- Exercise goal -
For every line in the entries that contains "list", show the whole line.

========================================

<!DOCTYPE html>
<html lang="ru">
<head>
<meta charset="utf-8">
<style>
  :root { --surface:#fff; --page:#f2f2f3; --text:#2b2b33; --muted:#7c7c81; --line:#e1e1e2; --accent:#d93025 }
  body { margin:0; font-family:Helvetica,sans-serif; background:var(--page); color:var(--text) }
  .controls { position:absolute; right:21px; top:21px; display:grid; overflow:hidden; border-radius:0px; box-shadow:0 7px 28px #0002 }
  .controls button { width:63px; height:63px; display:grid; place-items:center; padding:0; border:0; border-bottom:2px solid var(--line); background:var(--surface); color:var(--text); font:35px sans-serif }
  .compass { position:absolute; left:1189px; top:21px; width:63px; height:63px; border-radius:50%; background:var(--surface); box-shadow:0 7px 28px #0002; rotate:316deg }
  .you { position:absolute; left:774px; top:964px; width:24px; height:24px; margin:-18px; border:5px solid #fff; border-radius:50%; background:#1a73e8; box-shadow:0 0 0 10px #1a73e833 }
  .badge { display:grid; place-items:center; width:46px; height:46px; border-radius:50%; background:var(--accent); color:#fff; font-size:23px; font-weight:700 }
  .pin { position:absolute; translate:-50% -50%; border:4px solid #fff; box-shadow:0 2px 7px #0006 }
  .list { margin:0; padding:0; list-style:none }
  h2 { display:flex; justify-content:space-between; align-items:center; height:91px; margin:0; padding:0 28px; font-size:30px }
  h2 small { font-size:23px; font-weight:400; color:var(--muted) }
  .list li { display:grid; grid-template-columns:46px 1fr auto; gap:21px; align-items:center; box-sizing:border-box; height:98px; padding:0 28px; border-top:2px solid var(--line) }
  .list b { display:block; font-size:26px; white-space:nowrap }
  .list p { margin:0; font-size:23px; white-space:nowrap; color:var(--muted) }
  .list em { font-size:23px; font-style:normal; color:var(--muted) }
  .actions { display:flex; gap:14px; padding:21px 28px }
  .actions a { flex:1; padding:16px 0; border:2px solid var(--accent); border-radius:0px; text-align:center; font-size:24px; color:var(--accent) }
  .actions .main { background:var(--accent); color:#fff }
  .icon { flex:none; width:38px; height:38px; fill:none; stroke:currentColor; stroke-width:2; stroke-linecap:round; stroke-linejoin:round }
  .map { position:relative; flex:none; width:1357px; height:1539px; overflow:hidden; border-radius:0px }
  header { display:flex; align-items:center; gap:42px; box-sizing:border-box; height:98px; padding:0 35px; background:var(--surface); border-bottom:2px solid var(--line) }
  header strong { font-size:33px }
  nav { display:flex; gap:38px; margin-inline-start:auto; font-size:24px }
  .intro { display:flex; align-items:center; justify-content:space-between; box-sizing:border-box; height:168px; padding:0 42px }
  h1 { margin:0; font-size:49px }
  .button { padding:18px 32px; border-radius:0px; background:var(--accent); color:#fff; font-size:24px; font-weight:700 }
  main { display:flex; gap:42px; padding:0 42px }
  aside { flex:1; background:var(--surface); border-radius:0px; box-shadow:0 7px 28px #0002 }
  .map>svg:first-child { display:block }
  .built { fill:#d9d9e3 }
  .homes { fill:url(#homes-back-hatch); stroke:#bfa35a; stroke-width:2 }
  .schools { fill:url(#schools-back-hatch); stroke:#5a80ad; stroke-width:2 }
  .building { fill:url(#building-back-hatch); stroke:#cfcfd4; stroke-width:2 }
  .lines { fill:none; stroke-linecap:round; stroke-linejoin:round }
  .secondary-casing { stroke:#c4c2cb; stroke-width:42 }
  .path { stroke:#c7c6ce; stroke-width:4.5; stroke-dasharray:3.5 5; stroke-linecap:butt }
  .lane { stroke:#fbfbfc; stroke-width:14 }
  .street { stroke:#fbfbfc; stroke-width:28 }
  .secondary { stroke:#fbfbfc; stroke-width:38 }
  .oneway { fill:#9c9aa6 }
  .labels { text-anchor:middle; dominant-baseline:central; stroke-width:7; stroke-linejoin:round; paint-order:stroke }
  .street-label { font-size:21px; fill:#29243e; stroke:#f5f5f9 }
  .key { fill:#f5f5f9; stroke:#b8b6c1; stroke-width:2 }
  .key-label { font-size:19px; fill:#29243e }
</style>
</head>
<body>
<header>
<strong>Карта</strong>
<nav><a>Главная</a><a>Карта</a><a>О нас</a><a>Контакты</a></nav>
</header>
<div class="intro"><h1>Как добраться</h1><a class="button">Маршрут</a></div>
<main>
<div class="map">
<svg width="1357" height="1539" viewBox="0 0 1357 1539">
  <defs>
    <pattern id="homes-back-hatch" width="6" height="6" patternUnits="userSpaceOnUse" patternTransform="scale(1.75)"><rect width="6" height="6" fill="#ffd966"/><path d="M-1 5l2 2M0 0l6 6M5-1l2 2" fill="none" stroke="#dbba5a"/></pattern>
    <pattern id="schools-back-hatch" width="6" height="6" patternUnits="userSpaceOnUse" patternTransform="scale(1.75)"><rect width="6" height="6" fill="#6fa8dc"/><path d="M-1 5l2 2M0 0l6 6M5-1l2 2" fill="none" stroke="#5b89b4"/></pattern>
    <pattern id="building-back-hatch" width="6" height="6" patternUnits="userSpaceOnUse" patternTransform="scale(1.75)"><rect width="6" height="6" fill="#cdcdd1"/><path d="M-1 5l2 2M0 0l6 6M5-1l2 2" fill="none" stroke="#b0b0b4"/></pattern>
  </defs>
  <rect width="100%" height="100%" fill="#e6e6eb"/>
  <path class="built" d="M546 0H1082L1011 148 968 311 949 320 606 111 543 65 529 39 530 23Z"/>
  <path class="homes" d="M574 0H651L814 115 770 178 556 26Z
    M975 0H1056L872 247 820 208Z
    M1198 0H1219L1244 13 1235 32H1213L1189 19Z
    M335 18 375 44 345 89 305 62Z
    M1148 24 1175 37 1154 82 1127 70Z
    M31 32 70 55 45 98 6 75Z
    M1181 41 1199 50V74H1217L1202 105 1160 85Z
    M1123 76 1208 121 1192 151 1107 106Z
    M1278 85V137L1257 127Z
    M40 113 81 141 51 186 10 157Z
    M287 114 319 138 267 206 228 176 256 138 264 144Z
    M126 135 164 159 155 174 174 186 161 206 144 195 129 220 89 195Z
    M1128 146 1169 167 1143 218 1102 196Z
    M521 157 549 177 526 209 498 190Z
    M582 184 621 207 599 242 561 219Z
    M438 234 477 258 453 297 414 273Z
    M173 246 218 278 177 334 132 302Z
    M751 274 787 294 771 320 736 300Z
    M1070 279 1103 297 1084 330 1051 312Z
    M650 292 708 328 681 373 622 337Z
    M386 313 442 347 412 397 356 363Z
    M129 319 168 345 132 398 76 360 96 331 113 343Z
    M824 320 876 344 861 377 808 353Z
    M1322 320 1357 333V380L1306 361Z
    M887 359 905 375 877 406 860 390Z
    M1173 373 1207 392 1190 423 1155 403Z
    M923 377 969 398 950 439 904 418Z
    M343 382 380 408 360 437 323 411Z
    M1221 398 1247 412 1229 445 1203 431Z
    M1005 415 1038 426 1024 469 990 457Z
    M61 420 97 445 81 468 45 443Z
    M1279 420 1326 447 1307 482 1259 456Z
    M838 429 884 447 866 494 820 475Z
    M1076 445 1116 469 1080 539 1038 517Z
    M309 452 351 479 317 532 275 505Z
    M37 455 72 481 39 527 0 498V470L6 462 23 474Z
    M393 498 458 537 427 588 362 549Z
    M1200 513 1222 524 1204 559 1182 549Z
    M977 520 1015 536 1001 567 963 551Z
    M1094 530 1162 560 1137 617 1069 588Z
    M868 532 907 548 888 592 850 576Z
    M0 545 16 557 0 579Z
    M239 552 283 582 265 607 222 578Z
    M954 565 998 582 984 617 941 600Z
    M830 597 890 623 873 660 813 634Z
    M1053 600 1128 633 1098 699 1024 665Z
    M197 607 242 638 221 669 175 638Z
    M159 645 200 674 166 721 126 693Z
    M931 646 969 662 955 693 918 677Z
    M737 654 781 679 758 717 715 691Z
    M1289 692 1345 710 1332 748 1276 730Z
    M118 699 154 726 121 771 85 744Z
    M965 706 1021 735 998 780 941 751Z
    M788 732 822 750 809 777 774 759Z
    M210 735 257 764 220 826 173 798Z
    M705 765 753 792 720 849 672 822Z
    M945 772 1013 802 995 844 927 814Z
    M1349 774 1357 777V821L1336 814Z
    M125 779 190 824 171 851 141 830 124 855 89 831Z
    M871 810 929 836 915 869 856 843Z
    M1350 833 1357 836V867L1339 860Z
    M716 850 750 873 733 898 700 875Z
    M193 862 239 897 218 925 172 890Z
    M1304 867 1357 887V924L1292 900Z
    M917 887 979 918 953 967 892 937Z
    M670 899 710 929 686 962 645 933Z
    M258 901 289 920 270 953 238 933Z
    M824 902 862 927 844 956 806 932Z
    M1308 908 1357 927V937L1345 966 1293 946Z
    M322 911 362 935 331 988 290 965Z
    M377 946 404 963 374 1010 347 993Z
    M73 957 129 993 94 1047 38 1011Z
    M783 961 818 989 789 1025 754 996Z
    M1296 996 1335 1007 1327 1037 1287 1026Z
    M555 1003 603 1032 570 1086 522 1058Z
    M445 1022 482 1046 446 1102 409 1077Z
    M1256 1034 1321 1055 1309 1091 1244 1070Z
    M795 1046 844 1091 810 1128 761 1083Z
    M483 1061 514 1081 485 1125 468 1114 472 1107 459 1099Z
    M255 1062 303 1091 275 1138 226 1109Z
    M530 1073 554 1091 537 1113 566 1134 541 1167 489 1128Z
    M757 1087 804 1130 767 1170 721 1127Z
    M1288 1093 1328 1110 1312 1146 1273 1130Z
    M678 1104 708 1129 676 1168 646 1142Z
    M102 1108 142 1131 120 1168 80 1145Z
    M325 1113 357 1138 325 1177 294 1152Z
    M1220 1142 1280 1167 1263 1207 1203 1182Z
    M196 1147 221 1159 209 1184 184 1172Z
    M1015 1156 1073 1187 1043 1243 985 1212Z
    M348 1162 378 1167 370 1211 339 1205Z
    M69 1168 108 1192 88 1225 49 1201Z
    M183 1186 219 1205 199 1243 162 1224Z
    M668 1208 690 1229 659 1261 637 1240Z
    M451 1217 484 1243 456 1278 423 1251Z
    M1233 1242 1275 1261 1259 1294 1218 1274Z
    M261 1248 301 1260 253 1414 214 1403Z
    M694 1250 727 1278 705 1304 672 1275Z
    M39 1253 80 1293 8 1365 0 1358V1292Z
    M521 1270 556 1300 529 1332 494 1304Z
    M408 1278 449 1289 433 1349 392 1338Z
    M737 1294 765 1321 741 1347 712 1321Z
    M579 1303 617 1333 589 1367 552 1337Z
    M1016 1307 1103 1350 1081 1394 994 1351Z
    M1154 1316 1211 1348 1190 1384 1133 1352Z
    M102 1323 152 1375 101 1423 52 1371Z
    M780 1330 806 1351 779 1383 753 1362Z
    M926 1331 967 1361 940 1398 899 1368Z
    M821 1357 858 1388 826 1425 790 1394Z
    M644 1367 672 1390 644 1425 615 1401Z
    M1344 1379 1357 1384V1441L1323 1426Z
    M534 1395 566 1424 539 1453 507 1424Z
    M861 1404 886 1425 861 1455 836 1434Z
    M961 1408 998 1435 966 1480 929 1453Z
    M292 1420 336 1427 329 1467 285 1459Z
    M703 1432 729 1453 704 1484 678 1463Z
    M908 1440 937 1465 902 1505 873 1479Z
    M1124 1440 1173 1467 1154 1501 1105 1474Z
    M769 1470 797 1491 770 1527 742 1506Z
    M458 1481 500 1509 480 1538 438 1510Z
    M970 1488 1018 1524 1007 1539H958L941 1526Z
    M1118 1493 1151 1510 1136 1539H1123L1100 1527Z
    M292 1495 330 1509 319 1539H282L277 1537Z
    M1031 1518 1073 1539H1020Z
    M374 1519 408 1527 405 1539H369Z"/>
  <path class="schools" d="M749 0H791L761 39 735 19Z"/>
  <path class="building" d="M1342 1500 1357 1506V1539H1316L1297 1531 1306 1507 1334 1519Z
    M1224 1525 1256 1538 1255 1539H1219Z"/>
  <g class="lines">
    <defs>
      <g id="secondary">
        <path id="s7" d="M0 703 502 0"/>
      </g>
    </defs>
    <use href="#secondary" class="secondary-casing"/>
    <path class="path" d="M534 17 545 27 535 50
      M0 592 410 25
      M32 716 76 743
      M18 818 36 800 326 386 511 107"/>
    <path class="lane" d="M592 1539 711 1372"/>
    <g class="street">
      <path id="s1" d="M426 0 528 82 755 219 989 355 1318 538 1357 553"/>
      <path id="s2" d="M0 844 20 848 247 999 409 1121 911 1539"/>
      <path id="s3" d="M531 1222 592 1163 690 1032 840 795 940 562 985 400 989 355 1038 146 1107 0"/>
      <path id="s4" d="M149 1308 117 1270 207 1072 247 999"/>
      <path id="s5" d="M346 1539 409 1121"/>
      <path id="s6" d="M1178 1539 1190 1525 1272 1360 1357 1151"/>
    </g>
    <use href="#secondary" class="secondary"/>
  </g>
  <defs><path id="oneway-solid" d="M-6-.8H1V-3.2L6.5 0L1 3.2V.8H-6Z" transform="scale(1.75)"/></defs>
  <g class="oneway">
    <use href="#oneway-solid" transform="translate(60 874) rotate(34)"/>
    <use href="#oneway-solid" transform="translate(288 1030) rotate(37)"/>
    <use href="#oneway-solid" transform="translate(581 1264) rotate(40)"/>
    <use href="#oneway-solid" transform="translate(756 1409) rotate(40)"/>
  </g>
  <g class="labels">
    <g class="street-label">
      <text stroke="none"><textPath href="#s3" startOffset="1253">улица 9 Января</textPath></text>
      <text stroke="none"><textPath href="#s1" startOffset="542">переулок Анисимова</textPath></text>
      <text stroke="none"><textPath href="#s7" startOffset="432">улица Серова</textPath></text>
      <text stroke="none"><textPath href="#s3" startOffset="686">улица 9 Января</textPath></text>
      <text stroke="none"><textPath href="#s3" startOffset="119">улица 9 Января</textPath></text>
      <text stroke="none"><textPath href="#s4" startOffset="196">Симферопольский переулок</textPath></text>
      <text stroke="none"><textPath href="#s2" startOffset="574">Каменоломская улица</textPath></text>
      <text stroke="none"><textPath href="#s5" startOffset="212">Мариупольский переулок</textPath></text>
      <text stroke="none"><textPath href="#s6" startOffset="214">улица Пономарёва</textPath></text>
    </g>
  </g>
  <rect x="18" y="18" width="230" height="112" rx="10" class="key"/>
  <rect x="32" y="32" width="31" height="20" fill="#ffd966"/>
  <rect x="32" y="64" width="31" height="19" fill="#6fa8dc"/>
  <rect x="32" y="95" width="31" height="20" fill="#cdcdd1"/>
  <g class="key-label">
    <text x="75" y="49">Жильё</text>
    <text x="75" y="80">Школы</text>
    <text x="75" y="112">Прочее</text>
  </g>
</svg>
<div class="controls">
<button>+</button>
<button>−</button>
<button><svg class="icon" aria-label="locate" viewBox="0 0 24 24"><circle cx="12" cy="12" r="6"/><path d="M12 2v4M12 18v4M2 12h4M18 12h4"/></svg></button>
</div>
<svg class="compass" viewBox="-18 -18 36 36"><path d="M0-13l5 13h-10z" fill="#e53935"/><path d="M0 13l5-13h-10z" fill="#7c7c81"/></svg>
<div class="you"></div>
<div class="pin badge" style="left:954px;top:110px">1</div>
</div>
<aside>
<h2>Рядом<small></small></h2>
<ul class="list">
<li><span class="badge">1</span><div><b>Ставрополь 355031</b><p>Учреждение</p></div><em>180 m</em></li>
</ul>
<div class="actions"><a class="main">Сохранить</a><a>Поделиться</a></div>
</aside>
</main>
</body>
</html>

========================================

- Solution for this exercise -
  .list { margin:0; padding:0; list-style:none }
  .list li { display:grid; grid-template-columns:46px 1fr auto; gap:21px; align-items:center; box-sizing:border-box; height:98px; padding:0 28px; border-top:2px solid var(--line) }
  .list b { display:block; font-size:26px; white-space:nowrap }
  .list p { margin:0; font-size:23px; white-space:nowrap; color:var(--muted) }
  .list em { font-size:23px; font-style:normal; color:var(--muted) }
<ul class="list">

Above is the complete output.